North Korea fired two short-range missiles into the sea early on Thursday from its eastern coast, in a sign of its growing impatience with the lack of progress in talks with Washington over its nuclear weapons programme, The Telegraph reports.
The South's Joint Chiefs of Staff said the missiles that were fired from near the eastern coastal town of Wonsan flew about 270 miles before landing in the waters off the country's east coast.
A South Korean defence official told AP that an initial South Korean analysis showed both missiles were fired from mobile launchers and flew at a maximum altitude of 30 miles.
Some analysts speculated that it could be the test of a KN-23, a “quasi ballistic missile.”
A senior US official said the Trump administration was aware of the reports of a short-range projectile launched from North Korea. The official said the administration had no further comment at this time.
South Korean Defence Ministry spokeswoman Choi Hyunsoo urged Pyongyang to stop acts that are "not helpful to efforts to ease military tensions on the Korean Peninsula."
If North Korea fired ballistic missiles, it could have ramifications because UN Security Council resolutions ban the North from engaging in any launch using ballistic technology. Still, the UN Security Council has typically imposed fresh sanctions on North Korea only when it conducted long-range ballistic missile tests.
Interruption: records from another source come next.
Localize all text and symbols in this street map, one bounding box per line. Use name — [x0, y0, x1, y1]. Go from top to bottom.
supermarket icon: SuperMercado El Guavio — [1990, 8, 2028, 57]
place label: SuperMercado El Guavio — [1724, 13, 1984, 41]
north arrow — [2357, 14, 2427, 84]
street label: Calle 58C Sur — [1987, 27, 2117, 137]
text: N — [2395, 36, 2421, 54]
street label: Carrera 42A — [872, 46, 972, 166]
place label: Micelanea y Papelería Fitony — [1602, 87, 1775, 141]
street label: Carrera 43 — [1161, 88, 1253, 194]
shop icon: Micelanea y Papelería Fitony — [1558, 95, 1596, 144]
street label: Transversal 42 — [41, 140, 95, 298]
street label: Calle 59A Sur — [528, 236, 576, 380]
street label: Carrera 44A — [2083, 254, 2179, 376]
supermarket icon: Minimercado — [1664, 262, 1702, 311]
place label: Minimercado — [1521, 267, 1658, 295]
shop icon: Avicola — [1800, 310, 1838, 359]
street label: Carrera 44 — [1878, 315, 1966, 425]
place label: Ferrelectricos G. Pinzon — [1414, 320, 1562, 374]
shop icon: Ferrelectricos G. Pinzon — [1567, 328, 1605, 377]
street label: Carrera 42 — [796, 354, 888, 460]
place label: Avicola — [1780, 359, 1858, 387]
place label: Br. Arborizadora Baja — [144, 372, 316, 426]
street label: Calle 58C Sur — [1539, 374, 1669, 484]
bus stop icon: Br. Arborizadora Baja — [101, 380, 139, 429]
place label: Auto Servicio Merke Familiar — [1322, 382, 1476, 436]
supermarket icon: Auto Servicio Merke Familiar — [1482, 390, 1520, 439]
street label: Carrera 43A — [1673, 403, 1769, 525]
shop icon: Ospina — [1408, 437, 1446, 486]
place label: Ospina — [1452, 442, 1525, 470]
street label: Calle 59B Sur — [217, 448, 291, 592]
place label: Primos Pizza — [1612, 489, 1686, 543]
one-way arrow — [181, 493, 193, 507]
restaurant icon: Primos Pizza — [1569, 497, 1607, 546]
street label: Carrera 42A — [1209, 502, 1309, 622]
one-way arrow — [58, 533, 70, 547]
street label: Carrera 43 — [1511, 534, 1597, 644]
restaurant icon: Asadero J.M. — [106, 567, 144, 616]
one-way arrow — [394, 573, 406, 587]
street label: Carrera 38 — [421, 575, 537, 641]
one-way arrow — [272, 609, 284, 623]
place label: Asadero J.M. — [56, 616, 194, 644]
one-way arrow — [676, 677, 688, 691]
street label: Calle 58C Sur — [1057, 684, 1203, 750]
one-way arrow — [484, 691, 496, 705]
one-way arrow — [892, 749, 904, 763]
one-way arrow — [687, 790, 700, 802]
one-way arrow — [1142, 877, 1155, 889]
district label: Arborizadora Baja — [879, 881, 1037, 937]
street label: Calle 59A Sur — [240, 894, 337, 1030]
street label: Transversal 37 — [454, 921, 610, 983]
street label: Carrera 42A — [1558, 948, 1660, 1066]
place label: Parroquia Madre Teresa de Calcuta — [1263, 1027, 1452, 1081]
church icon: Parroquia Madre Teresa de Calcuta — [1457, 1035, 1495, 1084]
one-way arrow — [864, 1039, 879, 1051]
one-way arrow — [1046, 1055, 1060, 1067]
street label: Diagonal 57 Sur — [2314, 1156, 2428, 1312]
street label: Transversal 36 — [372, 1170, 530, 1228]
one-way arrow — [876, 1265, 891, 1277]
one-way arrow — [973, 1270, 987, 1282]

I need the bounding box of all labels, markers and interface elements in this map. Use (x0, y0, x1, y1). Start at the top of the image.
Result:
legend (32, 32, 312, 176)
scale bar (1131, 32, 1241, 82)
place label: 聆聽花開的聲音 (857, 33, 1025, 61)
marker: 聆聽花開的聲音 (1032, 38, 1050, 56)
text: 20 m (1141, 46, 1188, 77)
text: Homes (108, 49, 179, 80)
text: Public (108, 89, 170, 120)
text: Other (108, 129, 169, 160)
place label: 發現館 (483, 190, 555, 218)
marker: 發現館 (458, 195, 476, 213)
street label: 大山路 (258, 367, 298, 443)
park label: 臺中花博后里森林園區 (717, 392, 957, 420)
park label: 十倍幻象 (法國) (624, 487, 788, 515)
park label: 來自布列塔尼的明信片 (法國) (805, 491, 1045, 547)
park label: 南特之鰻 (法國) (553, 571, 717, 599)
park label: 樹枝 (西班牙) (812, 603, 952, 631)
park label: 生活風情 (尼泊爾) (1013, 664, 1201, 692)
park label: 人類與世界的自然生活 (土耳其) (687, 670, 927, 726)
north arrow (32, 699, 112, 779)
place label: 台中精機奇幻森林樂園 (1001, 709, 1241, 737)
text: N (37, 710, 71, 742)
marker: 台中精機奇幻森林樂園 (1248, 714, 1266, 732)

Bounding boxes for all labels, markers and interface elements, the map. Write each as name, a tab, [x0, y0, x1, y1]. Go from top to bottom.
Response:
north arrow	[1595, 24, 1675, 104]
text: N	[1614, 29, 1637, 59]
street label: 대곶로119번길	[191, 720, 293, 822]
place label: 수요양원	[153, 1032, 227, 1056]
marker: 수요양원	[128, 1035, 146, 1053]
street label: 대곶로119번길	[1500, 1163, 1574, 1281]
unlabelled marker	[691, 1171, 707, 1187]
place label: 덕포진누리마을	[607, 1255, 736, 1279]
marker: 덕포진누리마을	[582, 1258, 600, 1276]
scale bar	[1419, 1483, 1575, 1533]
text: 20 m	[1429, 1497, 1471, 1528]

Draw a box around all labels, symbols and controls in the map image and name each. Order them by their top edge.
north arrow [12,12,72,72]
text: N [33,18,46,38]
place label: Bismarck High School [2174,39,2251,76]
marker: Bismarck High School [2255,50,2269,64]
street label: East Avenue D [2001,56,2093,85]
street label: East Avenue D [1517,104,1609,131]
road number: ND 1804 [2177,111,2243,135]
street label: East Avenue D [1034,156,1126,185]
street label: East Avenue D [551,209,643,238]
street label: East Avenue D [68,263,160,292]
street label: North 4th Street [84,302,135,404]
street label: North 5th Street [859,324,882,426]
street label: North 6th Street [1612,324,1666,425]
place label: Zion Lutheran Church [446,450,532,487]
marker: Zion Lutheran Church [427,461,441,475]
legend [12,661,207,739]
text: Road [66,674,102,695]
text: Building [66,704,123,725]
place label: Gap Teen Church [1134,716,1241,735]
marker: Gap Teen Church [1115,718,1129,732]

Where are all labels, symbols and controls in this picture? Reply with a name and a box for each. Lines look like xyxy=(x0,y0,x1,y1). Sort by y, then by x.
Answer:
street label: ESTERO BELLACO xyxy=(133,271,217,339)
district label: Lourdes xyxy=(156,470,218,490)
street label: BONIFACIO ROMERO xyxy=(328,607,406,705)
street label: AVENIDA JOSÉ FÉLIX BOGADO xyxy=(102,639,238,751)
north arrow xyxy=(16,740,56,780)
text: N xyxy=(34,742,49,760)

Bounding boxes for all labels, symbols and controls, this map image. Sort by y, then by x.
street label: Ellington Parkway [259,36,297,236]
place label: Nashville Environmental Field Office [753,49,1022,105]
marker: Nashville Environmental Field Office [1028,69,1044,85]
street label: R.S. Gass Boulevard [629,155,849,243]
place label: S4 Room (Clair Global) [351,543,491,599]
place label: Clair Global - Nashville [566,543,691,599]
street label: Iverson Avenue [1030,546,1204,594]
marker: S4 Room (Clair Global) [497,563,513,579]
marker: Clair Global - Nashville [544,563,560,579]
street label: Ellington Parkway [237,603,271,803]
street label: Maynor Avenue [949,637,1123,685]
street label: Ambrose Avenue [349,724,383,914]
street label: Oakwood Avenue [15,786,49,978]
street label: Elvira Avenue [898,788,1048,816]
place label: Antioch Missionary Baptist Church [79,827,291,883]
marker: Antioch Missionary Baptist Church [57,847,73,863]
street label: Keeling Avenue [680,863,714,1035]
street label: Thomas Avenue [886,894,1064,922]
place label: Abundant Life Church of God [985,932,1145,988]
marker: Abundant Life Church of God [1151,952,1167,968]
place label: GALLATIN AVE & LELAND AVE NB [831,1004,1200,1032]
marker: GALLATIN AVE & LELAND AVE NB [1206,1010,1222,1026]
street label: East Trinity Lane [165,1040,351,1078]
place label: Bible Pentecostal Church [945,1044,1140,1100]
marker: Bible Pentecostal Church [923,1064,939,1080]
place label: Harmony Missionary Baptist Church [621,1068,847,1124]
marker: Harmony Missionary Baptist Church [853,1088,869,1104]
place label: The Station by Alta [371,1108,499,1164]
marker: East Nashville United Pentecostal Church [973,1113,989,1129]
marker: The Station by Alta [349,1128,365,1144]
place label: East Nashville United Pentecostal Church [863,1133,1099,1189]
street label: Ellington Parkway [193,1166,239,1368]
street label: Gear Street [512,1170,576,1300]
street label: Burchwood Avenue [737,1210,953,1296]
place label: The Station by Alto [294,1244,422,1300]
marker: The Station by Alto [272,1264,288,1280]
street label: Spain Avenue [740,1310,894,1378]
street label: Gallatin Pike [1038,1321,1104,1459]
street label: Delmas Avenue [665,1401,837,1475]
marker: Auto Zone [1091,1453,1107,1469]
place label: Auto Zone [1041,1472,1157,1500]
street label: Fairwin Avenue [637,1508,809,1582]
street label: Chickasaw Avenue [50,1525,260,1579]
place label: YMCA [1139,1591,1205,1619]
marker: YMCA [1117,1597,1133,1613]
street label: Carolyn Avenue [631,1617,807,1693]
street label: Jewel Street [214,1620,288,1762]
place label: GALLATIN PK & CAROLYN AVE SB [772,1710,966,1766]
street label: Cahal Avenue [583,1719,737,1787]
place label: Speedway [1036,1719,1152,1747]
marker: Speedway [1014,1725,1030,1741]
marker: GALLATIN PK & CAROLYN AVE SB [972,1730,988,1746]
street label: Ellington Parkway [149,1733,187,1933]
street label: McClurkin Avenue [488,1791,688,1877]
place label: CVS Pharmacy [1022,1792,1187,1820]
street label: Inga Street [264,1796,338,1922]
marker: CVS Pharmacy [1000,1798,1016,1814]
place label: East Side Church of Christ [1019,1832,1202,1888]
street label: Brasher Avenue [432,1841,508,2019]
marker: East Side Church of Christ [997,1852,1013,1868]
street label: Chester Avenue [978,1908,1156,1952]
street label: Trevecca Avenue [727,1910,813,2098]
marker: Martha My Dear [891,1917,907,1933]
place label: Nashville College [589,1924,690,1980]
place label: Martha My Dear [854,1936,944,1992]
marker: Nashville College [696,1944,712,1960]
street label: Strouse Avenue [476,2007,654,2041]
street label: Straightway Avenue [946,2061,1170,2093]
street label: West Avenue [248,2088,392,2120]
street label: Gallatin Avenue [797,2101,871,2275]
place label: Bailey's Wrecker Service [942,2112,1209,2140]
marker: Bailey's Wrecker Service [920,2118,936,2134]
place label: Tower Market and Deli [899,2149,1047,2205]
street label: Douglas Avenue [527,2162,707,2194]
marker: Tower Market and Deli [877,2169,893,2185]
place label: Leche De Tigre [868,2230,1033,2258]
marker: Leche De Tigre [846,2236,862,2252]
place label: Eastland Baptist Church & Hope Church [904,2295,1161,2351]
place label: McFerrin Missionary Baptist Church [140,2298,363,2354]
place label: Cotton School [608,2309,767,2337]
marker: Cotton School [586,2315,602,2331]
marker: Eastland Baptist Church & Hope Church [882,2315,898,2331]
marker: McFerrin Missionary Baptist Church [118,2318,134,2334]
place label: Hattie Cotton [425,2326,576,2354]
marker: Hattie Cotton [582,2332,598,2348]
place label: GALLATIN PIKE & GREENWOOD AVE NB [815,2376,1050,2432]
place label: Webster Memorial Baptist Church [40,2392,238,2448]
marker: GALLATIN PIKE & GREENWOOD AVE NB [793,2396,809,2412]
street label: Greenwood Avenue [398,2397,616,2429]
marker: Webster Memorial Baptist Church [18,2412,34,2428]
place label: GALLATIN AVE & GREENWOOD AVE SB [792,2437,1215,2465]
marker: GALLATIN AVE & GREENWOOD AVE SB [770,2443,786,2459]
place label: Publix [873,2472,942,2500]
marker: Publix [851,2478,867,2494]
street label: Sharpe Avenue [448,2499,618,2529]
"If they were ballistic missiles, they violate the UN sanctions, and I find it extremely regrettable," Japan's Defence Minister Takeshi Iwaya told reporters in Tokyo.
The launch was the first weapons test since Donald Trump, the US president, took a historic few steps into North Korea at its heavily armed border with the South in Panmunjom late last month, and indicates that the unprecedented gesture did not win much capital with Pyongyang.